## WORK REQUIRED
From the records below, copy every line that contains the word "lists".

## DATA SHOWN
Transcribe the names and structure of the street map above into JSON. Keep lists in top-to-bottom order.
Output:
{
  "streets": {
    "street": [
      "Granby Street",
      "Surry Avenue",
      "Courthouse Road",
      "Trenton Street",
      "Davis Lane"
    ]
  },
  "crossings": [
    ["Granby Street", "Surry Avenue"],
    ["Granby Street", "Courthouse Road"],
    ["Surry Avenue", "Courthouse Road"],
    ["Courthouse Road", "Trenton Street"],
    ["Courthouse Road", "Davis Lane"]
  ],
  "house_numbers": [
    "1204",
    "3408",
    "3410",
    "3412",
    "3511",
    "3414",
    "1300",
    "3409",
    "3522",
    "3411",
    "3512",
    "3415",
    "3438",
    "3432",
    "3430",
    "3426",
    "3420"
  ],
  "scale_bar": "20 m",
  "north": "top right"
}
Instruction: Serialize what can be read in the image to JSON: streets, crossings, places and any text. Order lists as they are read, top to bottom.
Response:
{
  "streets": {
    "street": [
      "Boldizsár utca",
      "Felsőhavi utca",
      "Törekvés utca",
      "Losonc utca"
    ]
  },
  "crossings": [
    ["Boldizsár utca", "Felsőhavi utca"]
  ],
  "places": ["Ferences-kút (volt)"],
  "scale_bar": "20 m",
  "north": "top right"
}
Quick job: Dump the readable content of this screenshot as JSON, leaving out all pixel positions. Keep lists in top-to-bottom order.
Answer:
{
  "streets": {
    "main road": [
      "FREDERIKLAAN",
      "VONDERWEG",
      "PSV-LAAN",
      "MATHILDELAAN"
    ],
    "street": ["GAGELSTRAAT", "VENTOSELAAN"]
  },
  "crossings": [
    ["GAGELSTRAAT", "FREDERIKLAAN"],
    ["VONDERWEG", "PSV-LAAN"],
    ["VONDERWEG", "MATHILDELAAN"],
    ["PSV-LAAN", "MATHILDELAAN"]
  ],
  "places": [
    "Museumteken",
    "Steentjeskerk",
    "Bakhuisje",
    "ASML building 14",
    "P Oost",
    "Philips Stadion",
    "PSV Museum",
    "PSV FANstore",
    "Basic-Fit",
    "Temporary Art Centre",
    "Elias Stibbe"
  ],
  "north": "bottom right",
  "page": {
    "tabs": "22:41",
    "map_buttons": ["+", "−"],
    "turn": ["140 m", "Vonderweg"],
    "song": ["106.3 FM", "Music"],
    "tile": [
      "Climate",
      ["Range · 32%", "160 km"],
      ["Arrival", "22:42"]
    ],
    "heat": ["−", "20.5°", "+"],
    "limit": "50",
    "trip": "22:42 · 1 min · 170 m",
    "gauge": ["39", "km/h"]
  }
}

## EXPECTED OUTPUT
Transcribe the names and structure of the street map above into JSON. Keep lists in top-to-bottom order.
Instruction: Serialize what can be read in the image to JSON: streets, crossings, places and any text. Order lists as they are read, top to bottom.
Quick job: Dump the readable content of this screenshot as JSON, leaving out all pixel positions. Keep lists in top-to-bottom order.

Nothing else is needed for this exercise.